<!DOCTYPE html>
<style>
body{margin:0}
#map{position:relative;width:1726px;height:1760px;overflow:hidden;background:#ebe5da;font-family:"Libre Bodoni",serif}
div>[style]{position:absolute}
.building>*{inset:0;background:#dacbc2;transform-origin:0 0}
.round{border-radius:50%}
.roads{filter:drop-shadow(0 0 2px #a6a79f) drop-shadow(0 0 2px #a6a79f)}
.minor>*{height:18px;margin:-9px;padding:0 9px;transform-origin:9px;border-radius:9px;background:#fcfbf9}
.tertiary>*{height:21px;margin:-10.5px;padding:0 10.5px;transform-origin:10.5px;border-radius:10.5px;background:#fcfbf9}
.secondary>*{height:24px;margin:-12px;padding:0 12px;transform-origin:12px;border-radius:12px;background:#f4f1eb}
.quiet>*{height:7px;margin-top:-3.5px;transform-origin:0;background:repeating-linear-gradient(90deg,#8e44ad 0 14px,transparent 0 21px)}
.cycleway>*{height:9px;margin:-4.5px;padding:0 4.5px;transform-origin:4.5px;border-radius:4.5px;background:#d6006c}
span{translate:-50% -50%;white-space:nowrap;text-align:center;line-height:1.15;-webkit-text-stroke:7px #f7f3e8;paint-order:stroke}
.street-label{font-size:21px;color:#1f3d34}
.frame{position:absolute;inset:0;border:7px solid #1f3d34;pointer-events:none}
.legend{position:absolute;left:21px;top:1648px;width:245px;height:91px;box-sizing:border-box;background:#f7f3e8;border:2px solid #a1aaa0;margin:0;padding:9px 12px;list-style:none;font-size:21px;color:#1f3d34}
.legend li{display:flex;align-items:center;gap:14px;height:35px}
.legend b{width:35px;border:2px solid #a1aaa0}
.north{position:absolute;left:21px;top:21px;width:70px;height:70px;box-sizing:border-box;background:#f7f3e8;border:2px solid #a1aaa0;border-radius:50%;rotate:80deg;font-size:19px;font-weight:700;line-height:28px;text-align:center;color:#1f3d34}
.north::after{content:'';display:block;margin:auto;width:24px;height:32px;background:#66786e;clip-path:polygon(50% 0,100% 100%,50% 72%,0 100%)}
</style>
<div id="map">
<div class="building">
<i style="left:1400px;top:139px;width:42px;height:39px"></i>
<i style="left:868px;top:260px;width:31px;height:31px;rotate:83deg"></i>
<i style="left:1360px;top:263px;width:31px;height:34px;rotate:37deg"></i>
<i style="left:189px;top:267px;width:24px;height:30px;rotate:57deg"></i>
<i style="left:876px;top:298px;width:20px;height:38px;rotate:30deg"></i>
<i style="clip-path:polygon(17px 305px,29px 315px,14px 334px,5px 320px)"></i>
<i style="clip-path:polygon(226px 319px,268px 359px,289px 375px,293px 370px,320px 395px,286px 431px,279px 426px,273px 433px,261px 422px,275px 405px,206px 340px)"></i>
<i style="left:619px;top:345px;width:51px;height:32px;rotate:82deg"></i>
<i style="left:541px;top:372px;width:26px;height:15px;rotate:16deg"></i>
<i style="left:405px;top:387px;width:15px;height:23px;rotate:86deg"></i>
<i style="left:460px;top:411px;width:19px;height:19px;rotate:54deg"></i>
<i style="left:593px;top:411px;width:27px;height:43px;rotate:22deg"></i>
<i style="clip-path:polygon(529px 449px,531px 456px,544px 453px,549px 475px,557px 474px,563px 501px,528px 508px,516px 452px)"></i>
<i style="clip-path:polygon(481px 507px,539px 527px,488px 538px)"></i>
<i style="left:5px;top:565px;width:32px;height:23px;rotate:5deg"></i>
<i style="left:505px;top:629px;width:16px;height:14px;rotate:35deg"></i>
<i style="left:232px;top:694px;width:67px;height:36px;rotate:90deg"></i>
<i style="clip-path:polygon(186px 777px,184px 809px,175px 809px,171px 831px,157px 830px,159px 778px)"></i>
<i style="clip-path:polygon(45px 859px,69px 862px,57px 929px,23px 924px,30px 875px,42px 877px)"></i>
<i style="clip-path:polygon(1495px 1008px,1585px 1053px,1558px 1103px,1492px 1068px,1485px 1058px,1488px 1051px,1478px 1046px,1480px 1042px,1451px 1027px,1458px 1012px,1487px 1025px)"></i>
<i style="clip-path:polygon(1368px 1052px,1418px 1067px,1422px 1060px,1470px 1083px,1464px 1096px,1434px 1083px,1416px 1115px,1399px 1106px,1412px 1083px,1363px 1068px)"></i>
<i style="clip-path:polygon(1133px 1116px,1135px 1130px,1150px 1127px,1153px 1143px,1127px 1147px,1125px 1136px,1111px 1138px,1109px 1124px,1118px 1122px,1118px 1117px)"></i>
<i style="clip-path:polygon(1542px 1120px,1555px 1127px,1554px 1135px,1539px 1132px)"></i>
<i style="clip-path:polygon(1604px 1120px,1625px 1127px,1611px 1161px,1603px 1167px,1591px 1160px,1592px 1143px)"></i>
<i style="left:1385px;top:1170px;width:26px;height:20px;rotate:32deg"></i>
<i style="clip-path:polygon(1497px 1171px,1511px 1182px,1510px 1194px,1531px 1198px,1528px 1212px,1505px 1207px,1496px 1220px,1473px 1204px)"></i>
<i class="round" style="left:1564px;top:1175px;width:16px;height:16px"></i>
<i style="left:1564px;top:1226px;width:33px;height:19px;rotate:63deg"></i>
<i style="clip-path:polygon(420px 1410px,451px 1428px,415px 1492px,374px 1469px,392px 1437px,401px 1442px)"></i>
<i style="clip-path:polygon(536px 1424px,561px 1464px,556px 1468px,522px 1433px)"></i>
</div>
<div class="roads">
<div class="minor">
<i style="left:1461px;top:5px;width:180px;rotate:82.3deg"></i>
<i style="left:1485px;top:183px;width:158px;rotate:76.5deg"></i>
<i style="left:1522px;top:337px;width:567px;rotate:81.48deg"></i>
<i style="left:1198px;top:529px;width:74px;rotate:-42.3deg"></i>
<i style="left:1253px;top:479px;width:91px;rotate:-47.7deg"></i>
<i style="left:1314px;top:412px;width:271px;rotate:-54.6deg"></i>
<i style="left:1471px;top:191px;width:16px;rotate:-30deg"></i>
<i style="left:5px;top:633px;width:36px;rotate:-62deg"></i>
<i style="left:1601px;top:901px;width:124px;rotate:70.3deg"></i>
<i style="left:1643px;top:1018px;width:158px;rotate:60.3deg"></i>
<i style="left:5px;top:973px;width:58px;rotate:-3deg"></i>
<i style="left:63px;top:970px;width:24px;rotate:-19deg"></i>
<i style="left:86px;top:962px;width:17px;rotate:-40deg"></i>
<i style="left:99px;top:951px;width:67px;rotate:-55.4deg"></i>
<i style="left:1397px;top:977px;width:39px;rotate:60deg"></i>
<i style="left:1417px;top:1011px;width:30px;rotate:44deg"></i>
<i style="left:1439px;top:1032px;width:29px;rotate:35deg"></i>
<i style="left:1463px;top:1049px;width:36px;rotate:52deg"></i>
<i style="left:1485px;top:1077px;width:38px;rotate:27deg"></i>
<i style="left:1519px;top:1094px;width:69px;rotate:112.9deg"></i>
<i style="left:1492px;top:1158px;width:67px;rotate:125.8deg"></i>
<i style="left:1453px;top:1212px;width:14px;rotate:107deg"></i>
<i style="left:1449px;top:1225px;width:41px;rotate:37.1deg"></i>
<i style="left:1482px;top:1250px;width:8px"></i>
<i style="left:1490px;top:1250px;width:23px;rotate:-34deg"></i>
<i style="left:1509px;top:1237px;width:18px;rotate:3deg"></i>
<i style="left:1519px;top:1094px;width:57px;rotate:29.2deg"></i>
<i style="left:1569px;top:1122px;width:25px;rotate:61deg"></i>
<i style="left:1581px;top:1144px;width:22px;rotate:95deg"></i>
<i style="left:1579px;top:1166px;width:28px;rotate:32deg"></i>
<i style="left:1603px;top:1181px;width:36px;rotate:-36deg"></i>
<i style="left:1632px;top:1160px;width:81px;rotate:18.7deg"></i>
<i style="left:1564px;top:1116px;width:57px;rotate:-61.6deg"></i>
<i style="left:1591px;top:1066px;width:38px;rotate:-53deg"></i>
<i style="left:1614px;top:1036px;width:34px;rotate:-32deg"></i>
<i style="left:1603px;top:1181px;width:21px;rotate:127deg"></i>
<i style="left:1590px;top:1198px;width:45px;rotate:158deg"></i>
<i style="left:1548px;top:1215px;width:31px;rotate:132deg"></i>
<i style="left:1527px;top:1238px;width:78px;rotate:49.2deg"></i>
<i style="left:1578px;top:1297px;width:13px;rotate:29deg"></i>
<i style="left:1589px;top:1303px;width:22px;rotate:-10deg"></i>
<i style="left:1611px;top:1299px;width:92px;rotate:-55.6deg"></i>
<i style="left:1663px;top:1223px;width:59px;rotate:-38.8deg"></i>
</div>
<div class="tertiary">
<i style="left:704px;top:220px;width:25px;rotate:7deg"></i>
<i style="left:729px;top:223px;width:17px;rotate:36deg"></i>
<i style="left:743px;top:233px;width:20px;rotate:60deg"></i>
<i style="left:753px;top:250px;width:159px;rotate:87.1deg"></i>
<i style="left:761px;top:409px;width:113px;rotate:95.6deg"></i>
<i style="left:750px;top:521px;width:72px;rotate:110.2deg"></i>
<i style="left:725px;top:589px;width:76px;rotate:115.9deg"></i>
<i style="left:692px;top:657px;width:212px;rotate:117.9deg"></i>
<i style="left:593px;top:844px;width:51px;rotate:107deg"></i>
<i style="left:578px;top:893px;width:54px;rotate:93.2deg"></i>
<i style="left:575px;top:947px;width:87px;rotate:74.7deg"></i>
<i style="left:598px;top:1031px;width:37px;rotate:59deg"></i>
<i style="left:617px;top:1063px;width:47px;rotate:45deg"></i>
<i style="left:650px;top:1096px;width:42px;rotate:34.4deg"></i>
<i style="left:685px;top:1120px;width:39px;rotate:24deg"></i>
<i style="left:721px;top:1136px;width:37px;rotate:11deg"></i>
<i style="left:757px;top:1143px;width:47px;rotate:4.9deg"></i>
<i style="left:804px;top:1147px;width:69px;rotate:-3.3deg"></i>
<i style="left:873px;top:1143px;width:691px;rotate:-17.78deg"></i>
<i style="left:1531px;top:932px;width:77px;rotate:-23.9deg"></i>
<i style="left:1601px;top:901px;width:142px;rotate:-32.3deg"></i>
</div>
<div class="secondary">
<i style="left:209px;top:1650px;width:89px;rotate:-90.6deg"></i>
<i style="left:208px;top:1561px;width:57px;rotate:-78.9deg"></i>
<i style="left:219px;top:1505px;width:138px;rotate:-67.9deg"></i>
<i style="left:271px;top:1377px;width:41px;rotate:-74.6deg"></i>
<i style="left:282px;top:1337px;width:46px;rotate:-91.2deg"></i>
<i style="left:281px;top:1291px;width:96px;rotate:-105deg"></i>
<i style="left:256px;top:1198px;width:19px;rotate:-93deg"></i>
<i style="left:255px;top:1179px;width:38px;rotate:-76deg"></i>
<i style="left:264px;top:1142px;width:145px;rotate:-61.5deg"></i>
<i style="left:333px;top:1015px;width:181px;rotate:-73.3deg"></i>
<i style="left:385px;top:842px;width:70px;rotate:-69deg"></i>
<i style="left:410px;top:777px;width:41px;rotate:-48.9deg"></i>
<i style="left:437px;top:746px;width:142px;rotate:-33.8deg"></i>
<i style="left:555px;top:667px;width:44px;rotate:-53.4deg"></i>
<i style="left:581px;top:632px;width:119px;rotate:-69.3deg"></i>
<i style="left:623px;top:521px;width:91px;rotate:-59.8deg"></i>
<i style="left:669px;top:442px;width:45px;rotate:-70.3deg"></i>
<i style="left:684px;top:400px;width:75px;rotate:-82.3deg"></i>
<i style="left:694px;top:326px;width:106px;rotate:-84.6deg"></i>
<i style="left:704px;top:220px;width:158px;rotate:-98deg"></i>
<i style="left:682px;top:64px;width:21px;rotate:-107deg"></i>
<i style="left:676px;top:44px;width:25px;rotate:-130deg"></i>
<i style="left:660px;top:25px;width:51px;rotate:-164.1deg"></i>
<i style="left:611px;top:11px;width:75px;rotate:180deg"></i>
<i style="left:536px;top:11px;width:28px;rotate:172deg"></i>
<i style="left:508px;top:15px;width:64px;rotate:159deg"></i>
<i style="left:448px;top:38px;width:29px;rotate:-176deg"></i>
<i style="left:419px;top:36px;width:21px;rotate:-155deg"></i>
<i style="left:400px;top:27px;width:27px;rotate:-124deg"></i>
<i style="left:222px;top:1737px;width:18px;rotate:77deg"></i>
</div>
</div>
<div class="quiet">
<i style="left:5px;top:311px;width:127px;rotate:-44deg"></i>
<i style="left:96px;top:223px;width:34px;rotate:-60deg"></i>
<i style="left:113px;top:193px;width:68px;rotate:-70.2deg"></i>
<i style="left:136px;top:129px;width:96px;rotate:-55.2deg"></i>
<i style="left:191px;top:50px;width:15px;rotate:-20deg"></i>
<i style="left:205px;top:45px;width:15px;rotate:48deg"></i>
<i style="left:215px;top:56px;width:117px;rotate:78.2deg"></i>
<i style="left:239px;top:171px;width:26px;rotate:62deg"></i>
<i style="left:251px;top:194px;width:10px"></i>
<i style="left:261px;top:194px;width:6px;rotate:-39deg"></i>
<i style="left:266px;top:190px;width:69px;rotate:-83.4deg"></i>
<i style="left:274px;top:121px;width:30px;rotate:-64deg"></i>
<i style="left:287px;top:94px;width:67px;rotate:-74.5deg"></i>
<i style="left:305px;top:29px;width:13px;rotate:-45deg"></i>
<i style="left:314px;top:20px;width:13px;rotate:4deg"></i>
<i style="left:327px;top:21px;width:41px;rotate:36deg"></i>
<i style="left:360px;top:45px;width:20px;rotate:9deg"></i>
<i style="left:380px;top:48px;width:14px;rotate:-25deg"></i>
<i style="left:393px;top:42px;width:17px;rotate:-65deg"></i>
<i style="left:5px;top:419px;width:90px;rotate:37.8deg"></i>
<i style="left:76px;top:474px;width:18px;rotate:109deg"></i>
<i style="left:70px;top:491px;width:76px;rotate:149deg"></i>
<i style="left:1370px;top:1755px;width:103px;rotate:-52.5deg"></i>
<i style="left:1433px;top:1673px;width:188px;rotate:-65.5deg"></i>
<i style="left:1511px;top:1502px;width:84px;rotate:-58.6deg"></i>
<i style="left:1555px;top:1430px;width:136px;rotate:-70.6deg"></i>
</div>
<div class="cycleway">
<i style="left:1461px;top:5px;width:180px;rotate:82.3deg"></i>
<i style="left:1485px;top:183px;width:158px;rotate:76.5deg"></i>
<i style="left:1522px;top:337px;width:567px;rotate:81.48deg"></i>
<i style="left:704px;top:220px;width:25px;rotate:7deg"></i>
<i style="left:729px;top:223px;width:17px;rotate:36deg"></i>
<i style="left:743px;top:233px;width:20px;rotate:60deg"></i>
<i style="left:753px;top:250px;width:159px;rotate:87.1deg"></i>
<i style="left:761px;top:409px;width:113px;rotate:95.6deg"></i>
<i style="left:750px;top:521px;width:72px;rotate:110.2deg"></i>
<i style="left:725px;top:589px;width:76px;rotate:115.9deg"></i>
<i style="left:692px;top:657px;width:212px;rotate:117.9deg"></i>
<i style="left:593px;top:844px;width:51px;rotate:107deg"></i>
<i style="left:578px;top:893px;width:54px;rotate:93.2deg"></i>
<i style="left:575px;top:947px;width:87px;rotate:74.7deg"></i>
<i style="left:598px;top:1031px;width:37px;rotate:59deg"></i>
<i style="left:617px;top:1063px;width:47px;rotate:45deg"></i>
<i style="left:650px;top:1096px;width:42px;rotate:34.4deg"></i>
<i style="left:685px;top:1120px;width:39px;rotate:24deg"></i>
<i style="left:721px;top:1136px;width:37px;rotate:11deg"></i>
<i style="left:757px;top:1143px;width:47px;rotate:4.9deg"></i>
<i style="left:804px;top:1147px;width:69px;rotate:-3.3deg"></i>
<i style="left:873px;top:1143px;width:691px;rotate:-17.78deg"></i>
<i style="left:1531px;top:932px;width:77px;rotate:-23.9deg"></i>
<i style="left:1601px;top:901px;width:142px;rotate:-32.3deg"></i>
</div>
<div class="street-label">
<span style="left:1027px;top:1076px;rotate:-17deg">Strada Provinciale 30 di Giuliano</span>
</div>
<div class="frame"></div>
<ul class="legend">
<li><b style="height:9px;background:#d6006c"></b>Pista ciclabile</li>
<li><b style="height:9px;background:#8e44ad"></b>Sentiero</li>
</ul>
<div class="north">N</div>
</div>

Your assignment> Beginning of the records through the line with "2px #a6a79f) drop-shadow(0": return that span exactly and stop there.

Reply to the exercise>
<!DOCTYPE html>
<style>
body{margin:0}
#map{position:relative;width:1726px;height:1760px;overflow:hidden;background:#ebe5da;font-family:"Libre Bodoni",serif}
div>[style]{position:absolute}
.building>*{inset:0;background:#dacbc2;transform-origin:0 0}
.round{border-radius:50%}
.roads{filter:drop-shadow(0 0 2px #a6a79f) drop-shadow(0 0 2px #a6a79f)}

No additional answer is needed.